== Segment start ==

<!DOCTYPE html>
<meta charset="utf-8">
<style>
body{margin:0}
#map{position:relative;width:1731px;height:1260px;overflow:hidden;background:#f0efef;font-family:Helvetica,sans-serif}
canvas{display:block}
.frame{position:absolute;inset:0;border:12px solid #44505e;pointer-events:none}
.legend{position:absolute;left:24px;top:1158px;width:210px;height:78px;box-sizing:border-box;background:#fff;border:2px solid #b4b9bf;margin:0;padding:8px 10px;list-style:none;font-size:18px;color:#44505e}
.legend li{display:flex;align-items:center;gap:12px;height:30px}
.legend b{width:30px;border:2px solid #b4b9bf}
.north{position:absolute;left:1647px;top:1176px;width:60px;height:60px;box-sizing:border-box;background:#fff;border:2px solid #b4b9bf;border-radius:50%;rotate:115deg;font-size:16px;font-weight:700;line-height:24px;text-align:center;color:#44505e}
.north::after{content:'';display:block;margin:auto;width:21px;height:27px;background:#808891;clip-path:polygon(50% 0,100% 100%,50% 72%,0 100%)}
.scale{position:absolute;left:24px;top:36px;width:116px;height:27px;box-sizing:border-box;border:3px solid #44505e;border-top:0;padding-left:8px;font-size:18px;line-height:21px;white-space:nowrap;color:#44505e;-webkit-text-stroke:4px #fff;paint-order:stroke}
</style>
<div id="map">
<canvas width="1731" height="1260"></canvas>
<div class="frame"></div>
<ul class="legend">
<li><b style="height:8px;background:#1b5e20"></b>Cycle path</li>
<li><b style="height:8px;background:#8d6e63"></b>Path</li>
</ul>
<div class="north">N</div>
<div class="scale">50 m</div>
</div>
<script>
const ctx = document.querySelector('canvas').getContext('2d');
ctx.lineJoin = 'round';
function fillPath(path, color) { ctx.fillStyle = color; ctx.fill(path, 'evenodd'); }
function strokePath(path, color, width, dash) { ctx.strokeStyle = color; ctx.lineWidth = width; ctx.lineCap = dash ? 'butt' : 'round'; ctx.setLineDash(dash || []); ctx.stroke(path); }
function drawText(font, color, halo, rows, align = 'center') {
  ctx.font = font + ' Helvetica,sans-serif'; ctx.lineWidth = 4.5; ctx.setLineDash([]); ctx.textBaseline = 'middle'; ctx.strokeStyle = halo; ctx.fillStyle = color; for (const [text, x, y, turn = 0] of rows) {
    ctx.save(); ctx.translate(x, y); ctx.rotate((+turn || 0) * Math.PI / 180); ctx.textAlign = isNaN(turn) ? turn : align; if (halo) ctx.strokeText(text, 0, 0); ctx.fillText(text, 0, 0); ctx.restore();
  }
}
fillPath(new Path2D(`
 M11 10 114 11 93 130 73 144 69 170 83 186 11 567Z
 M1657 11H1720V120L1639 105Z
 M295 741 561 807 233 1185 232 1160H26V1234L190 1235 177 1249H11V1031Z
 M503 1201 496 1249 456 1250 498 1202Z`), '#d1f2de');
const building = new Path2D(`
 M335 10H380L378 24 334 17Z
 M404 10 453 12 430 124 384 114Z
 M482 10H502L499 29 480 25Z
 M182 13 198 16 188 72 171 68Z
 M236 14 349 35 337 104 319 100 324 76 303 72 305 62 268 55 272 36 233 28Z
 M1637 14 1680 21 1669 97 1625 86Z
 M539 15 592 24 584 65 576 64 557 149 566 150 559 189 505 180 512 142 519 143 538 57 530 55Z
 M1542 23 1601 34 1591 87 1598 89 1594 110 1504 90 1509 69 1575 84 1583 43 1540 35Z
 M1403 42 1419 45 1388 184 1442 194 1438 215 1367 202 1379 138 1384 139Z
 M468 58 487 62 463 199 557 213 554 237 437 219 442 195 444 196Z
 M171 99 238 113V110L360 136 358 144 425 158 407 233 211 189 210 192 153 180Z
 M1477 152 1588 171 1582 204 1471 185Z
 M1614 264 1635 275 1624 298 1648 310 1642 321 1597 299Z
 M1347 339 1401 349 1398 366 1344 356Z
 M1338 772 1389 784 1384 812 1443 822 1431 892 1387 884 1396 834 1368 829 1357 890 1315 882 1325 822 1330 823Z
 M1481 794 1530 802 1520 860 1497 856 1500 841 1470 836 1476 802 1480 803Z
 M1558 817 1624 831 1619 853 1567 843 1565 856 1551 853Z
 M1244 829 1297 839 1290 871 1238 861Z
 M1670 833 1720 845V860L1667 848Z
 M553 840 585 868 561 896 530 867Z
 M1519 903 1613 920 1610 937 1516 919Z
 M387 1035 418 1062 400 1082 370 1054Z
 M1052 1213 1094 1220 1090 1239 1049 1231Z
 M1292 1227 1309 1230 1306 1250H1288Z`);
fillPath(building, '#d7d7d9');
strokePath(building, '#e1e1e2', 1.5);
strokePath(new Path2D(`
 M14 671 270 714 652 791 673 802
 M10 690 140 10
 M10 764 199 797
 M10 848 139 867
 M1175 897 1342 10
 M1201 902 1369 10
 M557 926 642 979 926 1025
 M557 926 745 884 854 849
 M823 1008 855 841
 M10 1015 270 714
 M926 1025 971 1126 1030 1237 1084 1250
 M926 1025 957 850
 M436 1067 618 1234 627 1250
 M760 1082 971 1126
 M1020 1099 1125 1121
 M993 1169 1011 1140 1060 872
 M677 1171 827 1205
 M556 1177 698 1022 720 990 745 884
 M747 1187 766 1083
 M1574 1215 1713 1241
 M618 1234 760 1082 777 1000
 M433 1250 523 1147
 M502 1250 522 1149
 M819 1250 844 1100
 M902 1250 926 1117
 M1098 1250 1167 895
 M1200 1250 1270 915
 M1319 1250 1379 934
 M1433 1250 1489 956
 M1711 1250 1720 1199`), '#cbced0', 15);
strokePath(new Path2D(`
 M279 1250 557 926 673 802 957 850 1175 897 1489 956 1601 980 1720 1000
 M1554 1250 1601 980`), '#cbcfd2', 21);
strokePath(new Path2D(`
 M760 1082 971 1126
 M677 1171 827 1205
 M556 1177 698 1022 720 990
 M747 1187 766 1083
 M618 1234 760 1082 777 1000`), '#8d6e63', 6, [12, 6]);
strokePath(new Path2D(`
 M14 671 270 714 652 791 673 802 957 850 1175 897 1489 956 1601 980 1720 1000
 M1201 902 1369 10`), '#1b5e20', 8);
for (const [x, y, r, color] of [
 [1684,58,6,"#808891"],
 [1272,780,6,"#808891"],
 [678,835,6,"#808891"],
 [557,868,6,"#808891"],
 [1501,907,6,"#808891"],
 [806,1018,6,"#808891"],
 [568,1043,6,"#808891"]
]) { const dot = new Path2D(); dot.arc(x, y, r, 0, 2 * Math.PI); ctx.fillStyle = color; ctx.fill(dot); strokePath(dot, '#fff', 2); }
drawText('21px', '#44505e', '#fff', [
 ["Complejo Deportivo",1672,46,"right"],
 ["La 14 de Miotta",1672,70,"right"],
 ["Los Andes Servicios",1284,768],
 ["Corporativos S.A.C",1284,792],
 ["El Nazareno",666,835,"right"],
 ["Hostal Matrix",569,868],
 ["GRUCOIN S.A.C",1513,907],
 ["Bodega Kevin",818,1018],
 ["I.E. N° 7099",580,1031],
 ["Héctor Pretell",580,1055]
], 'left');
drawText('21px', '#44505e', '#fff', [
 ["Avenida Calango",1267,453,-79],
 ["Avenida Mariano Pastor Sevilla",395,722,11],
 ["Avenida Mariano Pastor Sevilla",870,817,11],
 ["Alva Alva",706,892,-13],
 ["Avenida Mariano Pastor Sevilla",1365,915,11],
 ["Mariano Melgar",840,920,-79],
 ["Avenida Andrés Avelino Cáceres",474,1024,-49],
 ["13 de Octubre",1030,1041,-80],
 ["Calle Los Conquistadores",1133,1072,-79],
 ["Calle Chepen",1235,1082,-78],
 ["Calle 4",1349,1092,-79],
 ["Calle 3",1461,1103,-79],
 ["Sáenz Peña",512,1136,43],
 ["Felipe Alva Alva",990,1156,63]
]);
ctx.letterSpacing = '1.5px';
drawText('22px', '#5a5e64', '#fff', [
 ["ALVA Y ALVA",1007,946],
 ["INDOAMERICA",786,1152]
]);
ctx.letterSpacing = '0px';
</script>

== Segment end ==

PROBLEM REQUIREMENTS ::
Restate word for word the entries above, starting at the line with "function drawText(font, color, halo, rows, align" and ending at the line with "ctx.font = font", inclusive, and no others.

OUTPUT OF THE TASK ::
function drawText(font, color, halo, rows, align = 'center') {
  ctx.font = font + ' Helvetica,sans-serif'; ctx.lineWidth = 4.5; ctx.setLineDash([]); ctx.textBaseline = 'middle'; ctx.strokeStyle = halo; ctx.fillStyle = color; for (const [text, x, y, turn = 0] of rows) {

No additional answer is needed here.